Metaheuristics-based Multi-objective Design of Global Robust Optimal Sliding Mode Control of Discrete Uncertain Systems
Abstract
The paper introduces a new design control strategy for finite time stabilization of uncertain discrete systems. The proposed control method uses the First Order Sliding Mode Control (FOSMC), the Linear Quadratic Regulator (LQR) and Genetic Algorithms (GA). The key idea of combining two control strategies lies in the fact that a robust controller tackles the uncertainties when the optimal controller performances are unaffected. Firstly, as the performances of the Sliding Mode Control (SMC) greatly depends on the choice of the sliding surface, a novel method based on the resolution of a Sylvester equation is proposed. Secondly, to ensure the robustness in the whole space, the Integral Sliding Mode Control (ISMC) is combined with the above LQR method. Rigorous stability analysis for the closed-loop system is given and proves that the system states are always bounded even the unknown disturbances. In order to handle the problem accompanying the LQR synthesis as well as the gain of the robust compensator, a multi-objective optimization problem considering a set of competing objectives is solved using GA. For that, a novel dynamically aggregated objective function is proposed.
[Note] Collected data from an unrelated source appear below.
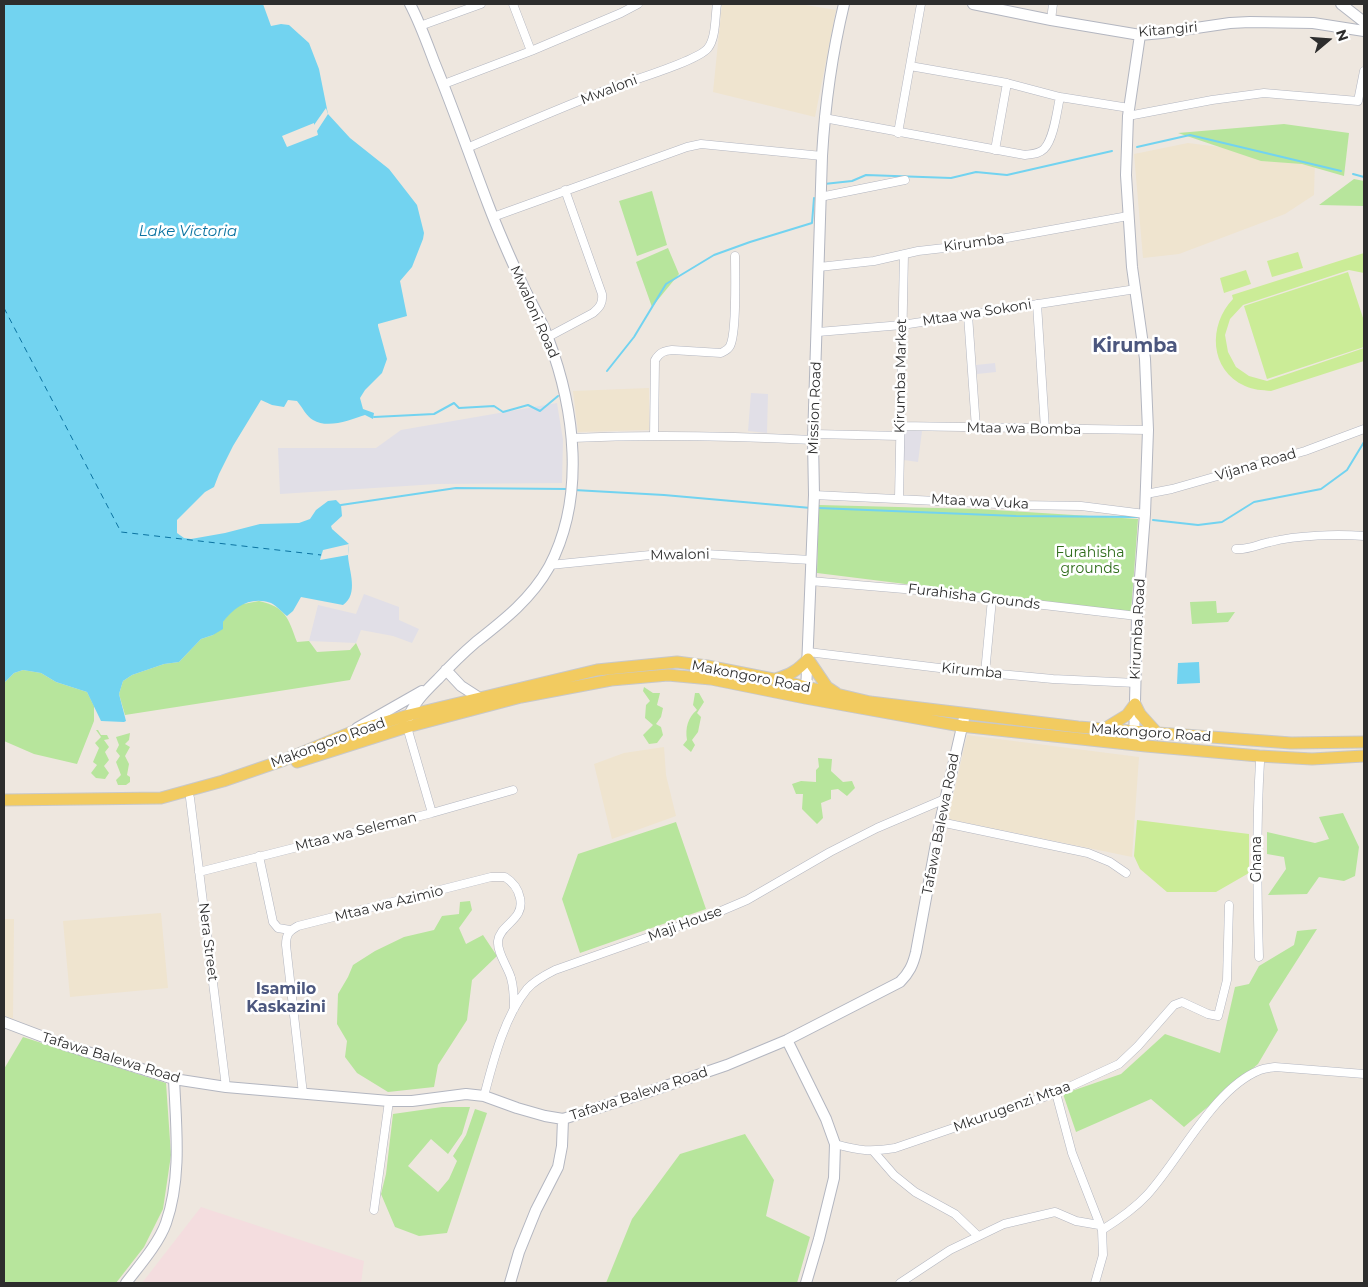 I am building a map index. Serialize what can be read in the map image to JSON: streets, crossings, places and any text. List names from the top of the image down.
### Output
{
  "streets": {
    "main road": [
      "Kitangiri",
      "Mwaloni Road",
      "Mission Road",
      "Kirumba Road",
      "Makongoro Road",
      "Tafawa Balewa Road"
    ],
    "street": [
      "Mwaloni",
      "Kirumba",
      "Mtaa wa Sokoni",
      "Kirumba Market",
      "Mtaa wa Bomba",
      "Vijana Road",
      "Mtaa wa Vuka",
      "Furahisha Grounds",
      "Mtaa wa Seleman",
      "Ghana",
      "Mtaa wa Azimio",
      "Maji House",
      "Nera Street",
      "Mkurugenzi Mtaa"
    ]
  },
  "crossings": [
    ["Kitangiri", "Kirumba Road"],
    ["Mwaloni", "Mwaloni Road"],
    ["Mwaloni", "Mission Road"],
    ["Kirumba", "Kirumba Market"],
    ["Kirumba", "Mission Road"],
    ["Kirumba", "Kirumba Road"],
    ["Mwaloni Road", "Makongoro Road"],
    ["Mtaa wa Sokoni", "Kirumba Market"],
    ["Mtaa wa Sokoni", "Mission Road"],
    ["Mtaa wa Sokoni", "Kirumba Road"],
    ["Kirumba Market", "Mtaa wa Bomba"],
    ["Kirumba Market", "Mtaa wa Vuka"],
    ["Mission Road", "Mtaa wa Vuka"],
    ["Mission Road", "Furahisha Grounds"],
    ["Mission Road", "Makongoro Road"],
    ["Mtaa wa Bomba", "Kirumba Road"],
    ["Vijana Road", "Kirumba Road"],
    ["Mtaa wa Vuka", "Kirumba Road"],
    ["Furahisha Grounds", "Kirumba Road"],
    ["Kirumba Road", "Makongoro Road"],
    ["Makongoro Road", "Tafawa Balewa Road"],
    ["Makongoro Road", "Nera Street"],
    ["Tafawa Balewa Road", "Maji House"],
    ["Tafawa Balewa Road", "Nera Street"],
    ["Mtaa wa Seleman", "Nera Street"],
    ["Mtaa wa Azimio", "Maji House"]
  ],
  "districts": ["Kirumba", "Isamilo Kaskazini"],
  "water": ["Lake Victoria"],
  "parks": ["Furahisha grounds"],
  "north": "right"
} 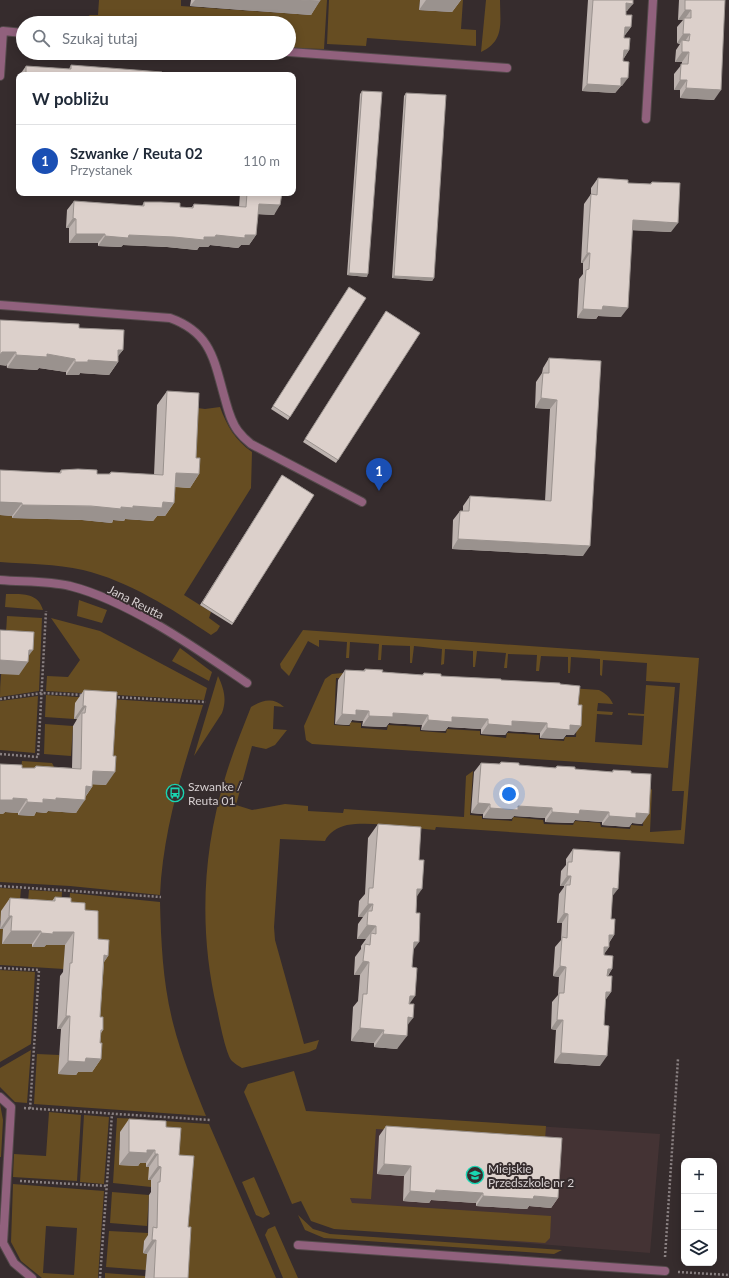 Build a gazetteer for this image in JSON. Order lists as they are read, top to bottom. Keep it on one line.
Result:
{"streets":{"street":["Jana Reutta"]},"places":{"bus stop":["Szwanke / Reuta 01"],"school or university":["Miejskie Przedszkole nr 2"]},"page":{"search":"Szukaj tutaj","heading":"W pobliżu","list":[{"mark":"1","name":"Szwanke / Reuta 02","note":"Przystanek","value":"110 m"}],"pins":"1","map_buttons":["+","−"]}}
A set of non-dominated optimal solutions are provided to the control engineer and then may select the most adequate solution among the resulting optimal Pareto set. The novel method has successfully solved the robust stabilization of two known benchmarks and the different results asserts not merely the efficiency as well as the quality of the designed controller but also its supremacy compared to some existing ones.